Overview
In the proof of concept, we designed a closed-loop experimental design and verified it by modules. The experimental results jointly proved the feasibility of the system. In addition, we build a population growth model by measuring the growth rate and other data, predict the effect of the platform in future applications, and prove the effectiveness of the platform. Moreover, we also simulated the use of the hardware ——strain genetic stability monitoring kit we designed, and successfully constructed the engineering bacteria to further ensure the success rate of users.
Module function verification
![#](https://static.igem.org/mediawiki/2021/d/d1/T--BNU-China--Proofof1.png)

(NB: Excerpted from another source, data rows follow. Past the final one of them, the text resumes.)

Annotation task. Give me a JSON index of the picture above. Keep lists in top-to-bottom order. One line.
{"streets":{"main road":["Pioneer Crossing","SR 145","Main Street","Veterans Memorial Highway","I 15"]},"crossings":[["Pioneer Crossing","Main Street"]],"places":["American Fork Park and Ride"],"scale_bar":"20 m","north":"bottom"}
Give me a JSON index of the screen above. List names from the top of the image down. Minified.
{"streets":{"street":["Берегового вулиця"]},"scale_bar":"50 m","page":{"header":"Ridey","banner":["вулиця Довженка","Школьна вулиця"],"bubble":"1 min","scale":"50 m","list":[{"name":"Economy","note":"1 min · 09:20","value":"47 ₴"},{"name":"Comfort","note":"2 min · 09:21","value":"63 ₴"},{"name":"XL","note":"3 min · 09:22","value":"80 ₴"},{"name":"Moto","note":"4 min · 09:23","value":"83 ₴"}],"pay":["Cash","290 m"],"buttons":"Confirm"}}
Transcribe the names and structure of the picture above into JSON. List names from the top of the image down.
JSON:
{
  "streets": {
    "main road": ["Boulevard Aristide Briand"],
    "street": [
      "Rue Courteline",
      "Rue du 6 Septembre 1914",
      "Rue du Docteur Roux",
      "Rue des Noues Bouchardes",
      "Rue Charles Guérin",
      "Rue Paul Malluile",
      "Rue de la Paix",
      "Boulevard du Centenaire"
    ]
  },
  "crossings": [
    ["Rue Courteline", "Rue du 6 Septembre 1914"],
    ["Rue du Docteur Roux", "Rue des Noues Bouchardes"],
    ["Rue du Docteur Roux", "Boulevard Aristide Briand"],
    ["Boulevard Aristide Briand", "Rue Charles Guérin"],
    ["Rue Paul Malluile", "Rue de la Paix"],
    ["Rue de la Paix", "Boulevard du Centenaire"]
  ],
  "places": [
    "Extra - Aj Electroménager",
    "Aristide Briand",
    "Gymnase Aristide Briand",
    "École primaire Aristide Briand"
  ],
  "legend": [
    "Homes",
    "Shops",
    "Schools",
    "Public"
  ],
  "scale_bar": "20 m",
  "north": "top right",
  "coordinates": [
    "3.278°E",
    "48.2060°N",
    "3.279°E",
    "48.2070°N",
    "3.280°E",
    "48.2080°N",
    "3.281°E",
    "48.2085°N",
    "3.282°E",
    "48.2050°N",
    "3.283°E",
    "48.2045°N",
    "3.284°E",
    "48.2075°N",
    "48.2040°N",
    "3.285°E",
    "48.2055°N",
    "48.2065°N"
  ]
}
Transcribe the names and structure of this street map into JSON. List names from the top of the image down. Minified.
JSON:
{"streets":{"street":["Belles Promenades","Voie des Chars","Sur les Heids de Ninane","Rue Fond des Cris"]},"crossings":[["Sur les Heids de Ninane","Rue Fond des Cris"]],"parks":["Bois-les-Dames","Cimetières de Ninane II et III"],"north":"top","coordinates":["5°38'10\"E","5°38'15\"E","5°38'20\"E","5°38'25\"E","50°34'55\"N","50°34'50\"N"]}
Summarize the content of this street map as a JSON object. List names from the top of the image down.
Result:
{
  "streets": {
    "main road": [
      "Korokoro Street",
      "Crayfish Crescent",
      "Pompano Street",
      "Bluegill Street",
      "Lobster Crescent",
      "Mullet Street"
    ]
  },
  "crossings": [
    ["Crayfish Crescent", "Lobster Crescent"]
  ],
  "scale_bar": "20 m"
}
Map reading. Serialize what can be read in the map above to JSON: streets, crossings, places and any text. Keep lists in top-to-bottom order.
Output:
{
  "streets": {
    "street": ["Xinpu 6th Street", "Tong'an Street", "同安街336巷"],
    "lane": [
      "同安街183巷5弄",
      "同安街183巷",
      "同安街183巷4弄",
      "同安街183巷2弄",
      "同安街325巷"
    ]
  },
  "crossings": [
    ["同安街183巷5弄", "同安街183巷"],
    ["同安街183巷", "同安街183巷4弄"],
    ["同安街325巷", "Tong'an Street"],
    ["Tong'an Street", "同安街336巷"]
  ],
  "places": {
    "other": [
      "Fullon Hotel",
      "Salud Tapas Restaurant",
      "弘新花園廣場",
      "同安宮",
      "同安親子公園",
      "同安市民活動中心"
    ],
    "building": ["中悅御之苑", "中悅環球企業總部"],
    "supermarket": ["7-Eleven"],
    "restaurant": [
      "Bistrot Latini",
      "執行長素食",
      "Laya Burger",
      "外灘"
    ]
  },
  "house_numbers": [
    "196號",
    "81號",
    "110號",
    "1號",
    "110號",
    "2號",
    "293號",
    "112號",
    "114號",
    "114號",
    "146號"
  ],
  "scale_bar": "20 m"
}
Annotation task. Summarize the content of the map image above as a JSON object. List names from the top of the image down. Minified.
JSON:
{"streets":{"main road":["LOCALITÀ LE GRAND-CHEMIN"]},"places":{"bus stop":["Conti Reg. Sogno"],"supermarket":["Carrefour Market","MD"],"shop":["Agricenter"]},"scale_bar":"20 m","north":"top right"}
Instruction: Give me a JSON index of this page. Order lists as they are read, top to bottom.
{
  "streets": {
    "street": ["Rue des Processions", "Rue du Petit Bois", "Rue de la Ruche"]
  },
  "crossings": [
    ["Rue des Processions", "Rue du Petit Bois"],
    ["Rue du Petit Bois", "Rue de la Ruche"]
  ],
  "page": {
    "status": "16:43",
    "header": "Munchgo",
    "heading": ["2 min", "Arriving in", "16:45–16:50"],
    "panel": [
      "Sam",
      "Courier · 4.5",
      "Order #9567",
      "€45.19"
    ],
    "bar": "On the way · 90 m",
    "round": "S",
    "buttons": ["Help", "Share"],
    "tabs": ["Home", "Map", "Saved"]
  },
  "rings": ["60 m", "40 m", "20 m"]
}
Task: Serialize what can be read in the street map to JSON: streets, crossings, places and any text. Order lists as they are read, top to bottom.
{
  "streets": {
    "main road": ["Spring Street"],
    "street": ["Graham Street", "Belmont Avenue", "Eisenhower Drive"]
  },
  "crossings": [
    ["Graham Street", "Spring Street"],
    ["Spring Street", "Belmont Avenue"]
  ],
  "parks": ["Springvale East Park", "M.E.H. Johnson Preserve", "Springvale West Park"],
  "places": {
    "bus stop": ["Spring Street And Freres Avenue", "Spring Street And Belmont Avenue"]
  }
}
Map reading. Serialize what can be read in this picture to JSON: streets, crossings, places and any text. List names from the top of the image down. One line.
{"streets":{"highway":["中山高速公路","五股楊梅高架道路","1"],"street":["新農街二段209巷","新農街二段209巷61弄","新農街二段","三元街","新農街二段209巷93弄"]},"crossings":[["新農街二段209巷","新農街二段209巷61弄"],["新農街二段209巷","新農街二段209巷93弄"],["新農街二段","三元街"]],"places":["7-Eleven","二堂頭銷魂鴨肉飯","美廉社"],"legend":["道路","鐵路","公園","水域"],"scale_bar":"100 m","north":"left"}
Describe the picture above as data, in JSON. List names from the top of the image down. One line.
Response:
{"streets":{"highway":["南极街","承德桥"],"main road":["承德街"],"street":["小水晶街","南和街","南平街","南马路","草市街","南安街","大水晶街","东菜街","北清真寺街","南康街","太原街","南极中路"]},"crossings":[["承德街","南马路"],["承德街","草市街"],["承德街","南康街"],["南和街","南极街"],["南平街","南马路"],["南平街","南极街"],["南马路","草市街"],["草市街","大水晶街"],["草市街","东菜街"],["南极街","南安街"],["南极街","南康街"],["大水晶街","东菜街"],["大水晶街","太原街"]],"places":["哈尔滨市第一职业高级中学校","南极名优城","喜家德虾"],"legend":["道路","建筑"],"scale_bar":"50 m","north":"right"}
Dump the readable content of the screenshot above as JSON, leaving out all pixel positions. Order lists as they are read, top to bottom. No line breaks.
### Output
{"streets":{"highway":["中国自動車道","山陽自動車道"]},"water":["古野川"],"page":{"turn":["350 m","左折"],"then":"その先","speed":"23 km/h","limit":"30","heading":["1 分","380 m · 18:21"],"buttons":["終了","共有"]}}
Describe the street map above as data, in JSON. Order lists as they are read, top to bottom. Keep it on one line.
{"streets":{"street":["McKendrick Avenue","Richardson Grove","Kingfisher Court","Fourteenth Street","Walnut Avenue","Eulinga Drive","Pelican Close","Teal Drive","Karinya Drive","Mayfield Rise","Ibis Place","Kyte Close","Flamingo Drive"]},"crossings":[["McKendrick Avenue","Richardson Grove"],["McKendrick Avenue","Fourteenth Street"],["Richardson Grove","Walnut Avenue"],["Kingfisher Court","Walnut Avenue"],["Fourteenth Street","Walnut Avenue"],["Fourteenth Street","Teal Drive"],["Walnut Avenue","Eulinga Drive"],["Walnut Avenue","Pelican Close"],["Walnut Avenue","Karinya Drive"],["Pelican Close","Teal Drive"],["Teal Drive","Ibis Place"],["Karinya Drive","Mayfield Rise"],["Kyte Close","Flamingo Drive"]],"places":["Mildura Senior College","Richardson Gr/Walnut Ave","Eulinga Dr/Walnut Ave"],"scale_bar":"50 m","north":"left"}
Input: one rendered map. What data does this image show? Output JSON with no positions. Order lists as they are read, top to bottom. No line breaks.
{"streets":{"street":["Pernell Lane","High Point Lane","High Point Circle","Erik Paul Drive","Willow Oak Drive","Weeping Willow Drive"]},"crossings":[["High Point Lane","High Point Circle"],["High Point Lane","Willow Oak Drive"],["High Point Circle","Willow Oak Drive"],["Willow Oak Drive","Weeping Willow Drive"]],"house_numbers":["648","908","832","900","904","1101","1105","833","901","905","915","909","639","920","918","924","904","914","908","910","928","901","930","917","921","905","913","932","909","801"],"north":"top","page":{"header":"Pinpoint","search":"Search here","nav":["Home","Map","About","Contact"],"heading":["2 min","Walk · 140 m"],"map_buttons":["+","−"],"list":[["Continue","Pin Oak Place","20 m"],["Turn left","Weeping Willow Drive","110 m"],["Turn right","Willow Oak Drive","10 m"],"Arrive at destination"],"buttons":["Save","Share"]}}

Our experiment is divided into three parts, connected with each other, which jointly proves the feasibility of the platform. The first is to verify that after the worker becomes a cheater, the killing module can be started (including generating signal factors and mCherry receptors). In the first part of the experimental proof, we verify two mechanisms for users to choose to monitor cheaters. We use GFP instead of the killing system to prove that the killing module can be started after the cheater is generated(Figure 1,2).
![#](https://static.igem.org/mediawiki/2021/0/0e/T--BNU-China--POC-F1.png)
Figure 1 Initiation of killing pathway by workers and cheaters with the choice of araC inhibitor pathway
(expression level of GFP with Arac induced by IPTG)
![#](https://static.igem.org/mediawiki/2021/e/ee/T--BNU-China--POC-F2.png)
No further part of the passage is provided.